La chanteuse irlandaise Dolorès O’Riordan, décédée en janvier 2018, affichait également publiquement sa foi catholique. La figure de proue des «Cranberries» avait été invitée plusieurs fois au Vatican, où elle avait rencontré le pape Jean Paul II.

La «marraine du punk» à la messe de Noël

D’autres grands noms du rock ont fait preuve d’intérêt pour le trône de Pierre. Tout en gardant une certaine distance. C’est le cas de Sting, qui a rencontré le pape François en août 2018. Bien qu’ayant plusieurs fois fait part de son agnosticisme, la star britannique a assisté à la messe avant de se faire bénir, avec son épouse, par le pontife. L’ex-leader du groupe «Police» est connu pour être un amateur de chant en latin, notamment de grégorien.
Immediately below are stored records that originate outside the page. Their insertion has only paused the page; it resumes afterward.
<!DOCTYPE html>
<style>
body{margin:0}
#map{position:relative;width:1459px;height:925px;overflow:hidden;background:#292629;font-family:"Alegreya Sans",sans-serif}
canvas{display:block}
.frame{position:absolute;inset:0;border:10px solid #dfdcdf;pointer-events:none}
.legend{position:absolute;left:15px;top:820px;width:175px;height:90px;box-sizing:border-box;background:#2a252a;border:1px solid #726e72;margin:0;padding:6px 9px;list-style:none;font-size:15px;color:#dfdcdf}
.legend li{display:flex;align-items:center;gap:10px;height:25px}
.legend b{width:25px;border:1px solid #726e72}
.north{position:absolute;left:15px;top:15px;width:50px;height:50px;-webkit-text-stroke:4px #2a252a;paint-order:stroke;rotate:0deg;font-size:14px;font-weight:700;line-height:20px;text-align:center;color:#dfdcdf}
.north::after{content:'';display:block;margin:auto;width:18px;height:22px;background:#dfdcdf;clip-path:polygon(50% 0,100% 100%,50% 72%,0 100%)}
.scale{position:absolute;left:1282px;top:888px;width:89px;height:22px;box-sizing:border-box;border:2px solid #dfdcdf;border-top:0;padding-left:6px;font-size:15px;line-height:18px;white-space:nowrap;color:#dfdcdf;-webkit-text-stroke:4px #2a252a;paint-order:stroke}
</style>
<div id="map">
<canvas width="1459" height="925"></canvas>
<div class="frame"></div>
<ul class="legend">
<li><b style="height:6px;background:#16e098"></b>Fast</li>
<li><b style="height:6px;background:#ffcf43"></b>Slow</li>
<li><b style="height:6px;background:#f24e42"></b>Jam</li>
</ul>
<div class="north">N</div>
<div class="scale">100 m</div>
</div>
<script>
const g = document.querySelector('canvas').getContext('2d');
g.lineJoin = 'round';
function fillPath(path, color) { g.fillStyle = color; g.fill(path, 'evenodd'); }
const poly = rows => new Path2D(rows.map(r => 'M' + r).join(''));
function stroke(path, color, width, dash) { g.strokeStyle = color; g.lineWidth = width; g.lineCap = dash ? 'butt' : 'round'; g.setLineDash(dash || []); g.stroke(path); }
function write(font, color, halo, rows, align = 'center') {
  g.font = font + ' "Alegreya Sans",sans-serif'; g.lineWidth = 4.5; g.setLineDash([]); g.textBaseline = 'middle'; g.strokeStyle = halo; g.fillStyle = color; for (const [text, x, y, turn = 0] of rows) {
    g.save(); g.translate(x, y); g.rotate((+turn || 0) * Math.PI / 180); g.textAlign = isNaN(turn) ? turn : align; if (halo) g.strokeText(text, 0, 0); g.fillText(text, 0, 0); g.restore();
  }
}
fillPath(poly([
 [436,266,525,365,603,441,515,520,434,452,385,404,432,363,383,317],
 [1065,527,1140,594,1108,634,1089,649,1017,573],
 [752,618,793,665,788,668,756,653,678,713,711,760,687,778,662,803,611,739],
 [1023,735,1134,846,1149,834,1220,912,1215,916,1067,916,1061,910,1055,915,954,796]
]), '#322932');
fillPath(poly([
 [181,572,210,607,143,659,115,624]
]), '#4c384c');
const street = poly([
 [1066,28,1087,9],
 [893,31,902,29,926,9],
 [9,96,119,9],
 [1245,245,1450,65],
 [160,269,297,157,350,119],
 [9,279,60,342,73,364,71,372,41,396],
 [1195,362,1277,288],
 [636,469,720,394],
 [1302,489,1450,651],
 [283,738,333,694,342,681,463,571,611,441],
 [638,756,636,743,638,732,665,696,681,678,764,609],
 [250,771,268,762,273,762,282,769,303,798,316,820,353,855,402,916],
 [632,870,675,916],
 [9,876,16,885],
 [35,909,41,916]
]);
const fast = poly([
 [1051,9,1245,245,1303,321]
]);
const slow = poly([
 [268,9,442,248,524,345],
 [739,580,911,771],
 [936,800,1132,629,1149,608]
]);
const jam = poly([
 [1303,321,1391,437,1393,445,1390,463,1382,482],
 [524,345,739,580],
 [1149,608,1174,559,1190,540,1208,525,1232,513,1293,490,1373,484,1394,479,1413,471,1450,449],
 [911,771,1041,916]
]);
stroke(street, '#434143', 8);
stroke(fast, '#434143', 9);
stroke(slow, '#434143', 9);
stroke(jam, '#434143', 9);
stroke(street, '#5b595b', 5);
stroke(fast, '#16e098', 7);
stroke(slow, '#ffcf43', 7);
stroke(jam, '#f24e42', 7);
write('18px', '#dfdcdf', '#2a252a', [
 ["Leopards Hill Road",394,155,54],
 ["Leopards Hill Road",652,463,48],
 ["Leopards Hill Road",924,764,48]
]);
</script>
Il est également intéressant de voir que le Vatican peut aussi être vu, dans une forme de renversement des pôles, comme un lieu de «rébellion». C’est dans cette optique que la chanteuse américaine Patti Smith, considérée comme la «marraine du punk» semble avoir vécu sa performance au concert de Noël du Vatican, en 2014. Une association catholique italienne avait protesté, qualifiant la manifestation de «blasphématoire». Le concert avait également énervé les propres fans de la chanteuse. «Je ne suis pas contre Jésus, mais j’avais 20 ans, s’était-elle justifiée. Je voulais faire mes propres erreurs et je ne voulais pas que quelqu’un soit mort pour moi. Je reste attachée à cette fille de 20 ans, mais j’ai évolué». Après avoir personnellement rencontré le pape François en 2013, l’artiste américaine l’avait qualifié de personne «très intéressante» et assuré qu’elle l’aimait beaucoup.
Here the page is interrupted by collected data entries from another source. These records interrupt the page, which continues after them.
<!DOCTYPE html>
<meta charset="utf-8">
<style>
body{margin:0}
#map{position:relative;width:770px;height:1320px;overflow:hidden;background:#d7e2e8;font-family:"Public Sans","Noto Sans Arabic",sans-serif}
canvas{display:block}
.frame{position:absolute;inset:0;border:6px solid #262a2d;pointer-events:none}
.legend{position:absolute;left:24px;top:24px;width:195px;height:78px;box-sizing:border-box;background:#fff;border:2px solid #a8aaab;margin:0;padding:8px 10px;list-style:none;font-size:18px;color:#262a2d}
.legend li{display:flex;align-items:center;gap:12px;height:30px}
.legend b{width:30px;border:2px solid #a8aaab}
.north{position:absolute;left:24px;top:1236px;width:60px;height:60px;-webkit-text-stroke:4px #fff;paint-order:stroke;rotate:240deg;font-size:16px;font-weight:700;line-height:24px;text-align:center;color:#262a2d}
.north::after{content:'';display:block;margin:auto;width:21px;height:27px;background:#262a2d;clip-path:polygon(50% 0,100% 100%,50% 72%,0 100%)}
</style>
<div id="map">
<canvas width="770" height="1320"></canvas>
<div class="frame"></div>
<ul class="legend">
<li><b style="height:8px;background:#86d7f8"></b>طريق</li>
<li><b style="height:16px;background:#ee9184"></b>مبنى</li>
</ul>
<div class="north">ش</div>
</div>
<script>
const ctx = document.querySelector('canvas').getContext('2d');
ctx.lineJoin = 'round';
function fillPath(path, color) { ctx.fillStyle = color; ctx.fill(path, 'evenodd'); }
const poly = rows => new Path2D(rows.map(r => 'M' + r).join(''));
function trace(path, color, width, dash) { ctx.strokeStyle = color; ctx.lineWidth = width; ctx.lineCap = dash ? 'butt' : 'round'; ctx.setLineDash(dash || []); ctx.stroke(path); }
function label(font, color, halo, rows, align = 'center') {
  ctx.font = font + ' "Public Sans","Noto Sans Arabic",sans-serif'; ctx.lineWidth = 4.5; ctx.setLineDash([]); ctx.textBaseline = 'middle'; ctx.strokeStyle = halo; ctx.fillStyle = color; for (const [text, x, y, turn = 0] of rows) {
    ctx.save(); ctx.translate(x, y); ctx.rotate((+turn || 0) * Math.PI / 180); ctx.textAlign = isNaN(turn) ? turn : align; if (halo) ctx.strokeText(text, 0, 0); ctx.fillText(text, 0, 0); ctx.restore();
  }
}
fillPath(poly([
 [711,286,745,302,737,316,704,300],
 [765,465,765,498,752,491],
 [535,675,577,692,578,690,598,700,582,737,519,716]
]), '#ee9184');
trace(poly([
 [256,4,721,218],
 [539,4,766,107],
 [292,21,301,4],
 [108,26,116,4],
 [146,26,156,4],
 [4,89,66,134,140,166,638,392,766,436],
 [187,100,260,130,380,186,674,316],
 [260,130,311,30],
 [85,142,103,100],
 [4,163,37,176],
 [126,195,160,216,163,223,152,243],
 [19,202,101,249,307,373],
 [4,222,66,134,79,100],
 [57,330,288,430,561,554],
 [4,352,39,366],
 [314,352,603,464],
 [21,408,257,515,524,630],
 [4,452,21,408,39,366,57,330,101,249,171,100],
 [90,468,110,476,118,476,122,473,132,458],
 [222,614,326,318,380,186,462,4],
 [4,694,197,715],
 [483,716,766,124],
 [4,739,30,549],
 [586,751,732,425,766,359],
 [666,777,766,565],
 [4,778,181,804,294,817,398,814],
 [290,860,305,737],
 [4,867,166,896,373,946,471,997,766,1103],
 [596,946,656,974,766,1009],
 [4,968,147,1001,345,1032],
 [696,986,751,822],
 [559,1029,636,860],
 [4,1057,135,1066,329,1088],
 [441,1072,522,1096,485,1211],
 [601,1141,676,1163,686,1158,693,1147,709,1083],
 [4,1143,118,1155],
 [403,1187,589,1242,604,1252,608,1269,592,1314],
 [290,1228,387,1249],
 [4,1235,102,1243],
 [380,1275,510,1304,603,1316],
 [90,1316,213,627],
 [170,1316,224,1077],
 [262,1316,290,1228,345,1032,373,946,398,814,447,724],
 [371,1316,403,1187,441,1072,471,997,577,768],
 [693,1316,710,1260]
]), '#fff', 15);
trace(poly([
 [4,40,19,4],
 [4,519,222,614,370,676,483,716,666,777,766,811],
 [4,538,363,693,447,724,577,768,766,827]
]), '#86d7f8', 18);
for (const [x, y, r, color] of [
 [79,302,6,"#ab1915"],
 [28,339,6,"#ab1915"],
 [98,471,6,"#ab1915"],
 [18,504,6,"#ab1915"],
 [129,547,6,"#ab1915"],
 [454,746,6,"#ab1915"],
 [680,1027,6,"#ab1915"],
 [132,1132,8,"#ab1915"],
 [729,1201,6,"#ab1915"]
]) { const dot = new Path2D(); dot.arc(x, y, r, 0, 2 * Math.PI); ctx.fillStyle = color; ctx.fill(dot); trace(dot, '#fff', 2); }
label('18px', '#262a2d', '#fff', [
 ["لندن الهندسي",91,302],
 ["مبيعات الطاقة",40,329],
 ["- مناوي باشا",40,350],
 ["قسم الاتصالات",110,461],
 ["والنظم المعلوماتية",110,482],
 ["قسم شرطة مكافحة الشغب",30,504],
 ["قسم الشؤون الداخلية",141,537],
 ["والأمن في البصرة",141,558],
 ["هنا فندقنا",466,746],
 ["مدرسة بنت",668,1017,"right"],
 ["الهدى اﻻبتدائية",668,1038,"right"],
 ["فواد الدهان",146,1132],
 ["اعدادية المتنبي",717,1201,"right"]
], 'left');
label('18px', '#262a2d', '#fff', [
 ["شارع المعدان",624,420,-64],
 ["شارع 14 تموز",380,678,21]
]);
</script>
Le rock sur lequel construire l’Eglise?

La ballade romantique entre le rock et les pontifes est donc parsemée de beaucoup de bémols. En général, les deux mondes, parfois reliés par de fragiles ponts, tendent au mieux à s’ignorer, au pire à se reconnaître comme ennemis. «Le rock’n roll a toujours été l’incarnation du rejet de la tradition et de l’autorité, deux valeurs pour lesquelles les papes font généralement figures des principaux représentants dans le monde», souligne le journaliste John Allen sur le site catholique américain Crux, à propos des références musicales prises par le pape François dans son message de carême. Et les nombreux groupes de rock chrétien qui ont fleuri depuis les années 1990 restent, musicalement parlant, une réalité marginale, qui ne parviendra sans doute pas à réunir les deux univers.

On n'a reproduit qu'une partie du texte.